Despite the Court's instructions on how to properly caption a request for reconsideration of a magistrate judge's non-dispositive order in its Memorandum Opinion and Order at 1-2, filed March 28, 2011 (Doc. 139), P. Martinez again failed to caption her filing as a "motion," so the Defendants have not filed responses to her "Objection," and no party has requested a hearing. See Fed. R. Civ. P. 7(b)(1) ("A request for a court order must be made by motion."). The Court overrules P. Martinez' objections and will not reconsider Chief Magistrate Judge Molzen's Orders, because the issues P. Martinez raises are moot, and because P. Martinez has failed to show that any of Chief Magistrate Judge Molzen's Orders are clearly erroneous or contrary to law.

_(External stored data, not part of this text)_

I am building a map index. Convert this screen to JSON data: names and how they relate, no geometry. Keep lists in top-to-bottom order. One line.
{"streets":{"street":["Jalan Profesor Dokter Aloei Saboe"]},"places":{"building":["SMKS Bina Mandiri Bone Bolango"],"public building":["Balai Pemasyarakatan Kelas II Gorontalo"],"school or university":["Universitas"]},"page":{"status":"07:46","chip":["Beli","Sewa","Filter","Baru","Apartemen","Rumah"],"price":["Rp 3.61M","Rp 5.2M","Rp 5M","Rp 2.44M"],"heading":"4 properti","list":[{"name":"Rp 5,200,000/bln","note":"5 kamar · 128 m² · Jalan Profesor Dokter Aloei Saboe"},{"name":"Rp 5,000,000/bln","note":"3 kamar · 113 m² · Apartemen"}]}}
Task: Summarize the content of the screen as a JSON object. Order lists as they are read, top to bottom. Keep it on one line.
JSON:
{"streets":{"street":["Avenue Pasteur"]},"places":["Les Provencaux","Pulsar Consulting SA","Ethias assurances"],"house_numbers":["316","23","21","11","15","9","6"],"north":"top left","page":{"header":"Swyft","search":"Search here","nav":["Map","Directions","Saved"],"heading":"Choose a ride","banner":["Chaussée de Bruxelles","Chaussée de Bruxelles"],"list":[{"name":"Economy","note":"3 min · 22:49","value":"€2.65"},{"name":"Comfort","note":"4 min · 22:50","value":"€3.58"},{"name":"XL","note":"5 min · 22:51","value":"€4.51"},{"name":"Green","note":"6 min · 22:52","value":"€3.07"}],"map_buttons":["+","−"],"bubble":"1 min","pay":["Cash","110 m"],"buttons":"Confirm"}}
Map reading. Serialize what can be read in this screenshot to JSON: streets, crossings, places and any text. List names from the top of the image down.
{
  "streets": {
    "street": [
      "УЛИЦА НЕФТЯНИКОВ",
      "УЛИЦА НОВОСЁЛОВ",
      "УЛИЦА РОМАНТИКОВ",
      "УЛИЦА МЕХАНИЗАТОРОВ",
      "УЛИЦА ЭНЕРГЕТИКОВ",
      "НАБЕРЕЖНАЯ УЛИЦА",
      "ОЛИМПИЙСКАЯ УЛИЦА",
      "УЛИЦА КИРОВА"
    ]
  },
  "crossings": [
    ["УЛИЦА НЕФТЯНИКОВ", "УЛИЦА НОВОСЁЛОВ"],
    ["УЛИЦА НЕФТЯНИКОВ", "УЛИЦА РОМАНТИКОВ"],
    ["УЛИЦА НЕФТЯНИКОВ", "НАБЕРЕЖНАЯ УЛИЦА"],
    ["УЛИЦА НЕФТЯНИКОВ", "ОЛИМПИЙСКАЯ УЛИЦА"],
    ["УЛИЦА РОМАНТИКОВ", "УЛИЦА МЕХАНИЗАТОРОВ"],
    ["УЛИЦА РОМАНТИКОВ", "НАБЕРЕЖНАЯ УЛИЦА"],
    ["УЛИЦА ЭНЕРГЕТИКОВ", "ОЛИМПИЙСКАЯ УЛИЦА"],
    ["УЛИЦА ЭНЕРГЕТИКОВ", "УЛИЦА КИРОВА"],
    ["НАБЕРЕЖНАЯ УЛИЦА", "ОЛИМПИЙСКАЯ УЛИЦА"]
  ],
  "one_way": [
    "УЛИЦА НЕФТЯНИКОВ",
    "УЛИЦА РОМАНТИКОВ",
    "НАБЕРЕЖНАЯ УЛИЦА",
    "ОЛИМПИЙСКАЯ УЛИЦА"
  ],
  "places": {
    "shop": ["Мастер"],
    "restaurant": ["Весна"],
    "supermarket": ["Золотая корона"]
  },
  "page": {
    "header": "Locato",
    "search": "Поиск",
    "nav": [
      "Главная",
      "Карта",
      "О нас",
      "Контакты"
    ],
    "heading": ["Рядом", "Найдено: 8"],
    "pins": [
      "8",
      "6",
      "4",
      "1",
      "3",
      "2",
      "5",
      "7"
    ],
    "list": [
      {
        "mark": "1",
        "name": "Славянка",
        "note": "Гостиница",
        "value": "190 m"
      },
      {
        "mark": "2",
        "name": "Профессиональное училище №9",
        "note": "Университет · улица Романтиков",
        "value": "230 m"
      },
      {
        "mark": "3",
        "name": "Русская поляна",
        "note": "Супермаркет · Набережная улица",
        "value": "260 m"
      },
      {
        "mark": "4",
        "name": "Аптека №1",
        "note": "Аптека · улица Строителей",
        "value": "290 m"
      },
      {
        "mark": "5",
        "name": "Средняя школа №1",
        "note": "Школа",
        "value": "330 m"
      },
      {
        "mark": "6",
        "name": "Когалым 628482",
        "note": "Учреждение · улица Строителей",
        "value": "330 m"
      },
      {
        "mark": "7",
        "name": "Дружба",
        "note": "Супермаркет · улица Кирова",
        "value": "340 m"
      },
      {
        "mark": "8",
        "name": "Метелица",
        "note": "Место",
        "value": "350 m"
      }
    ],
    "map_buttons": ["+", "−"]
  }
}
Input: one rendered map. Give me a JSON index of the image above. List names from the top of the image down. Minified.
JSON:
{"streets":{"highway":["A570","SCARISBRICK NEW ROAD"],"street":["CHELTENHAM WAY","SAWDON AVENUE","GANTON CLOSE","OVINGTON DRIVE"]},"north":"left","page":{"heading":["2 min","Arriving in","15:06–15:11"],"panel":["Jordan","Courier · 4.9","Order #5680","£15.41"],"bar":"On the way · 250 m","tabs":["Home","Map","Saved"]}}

LEGAL STANDARD FOR RECONSIDERING A PRETRIAL ORDER

The Court may "reconsider any pretrial matter . . . where it has been shown that the magistrate judge's order is clearly erroneous or contrary to law." 28 U.S.C. § 636(b)(1)(A). The Court may "modify or set aside any part of the order that is clearly erroneous or is contrary to law." Fed. R. Civ. P. 72(a). Thus, in examining Chief Magistrate Judge Molzen's orders, the Court must "defer to the magistrate judge's ruling unless it [is] clearly erroneous or contrary to law." Allen v. Sybase, Inc., 468 F.3d 642, 658 (10th Cir. 2006). "Under the clearly erroneous standard, the reviewing court [must] affirm unless it on the entire evidence is left with the definite and firm conviction that a mistake has been committed." Allen v. Sybase, Inc., 468 F.3d at 658 (alteration in original)(internal quotation marks omitted)(citations omitted).

ANALYSIS

After carefully reviewing her objections, the Court concludes that Chief Magistrate Judge Molzen's orders are not "clearly erroneous or . . . contrary to law." Fed. R. Civ. P. 72(a). Indeed, the Court believes that Chief Magistrate Judge Molzen's orders appear to be a sound exercise of her discretion. The Court therefore overrules P. Martinez' objections.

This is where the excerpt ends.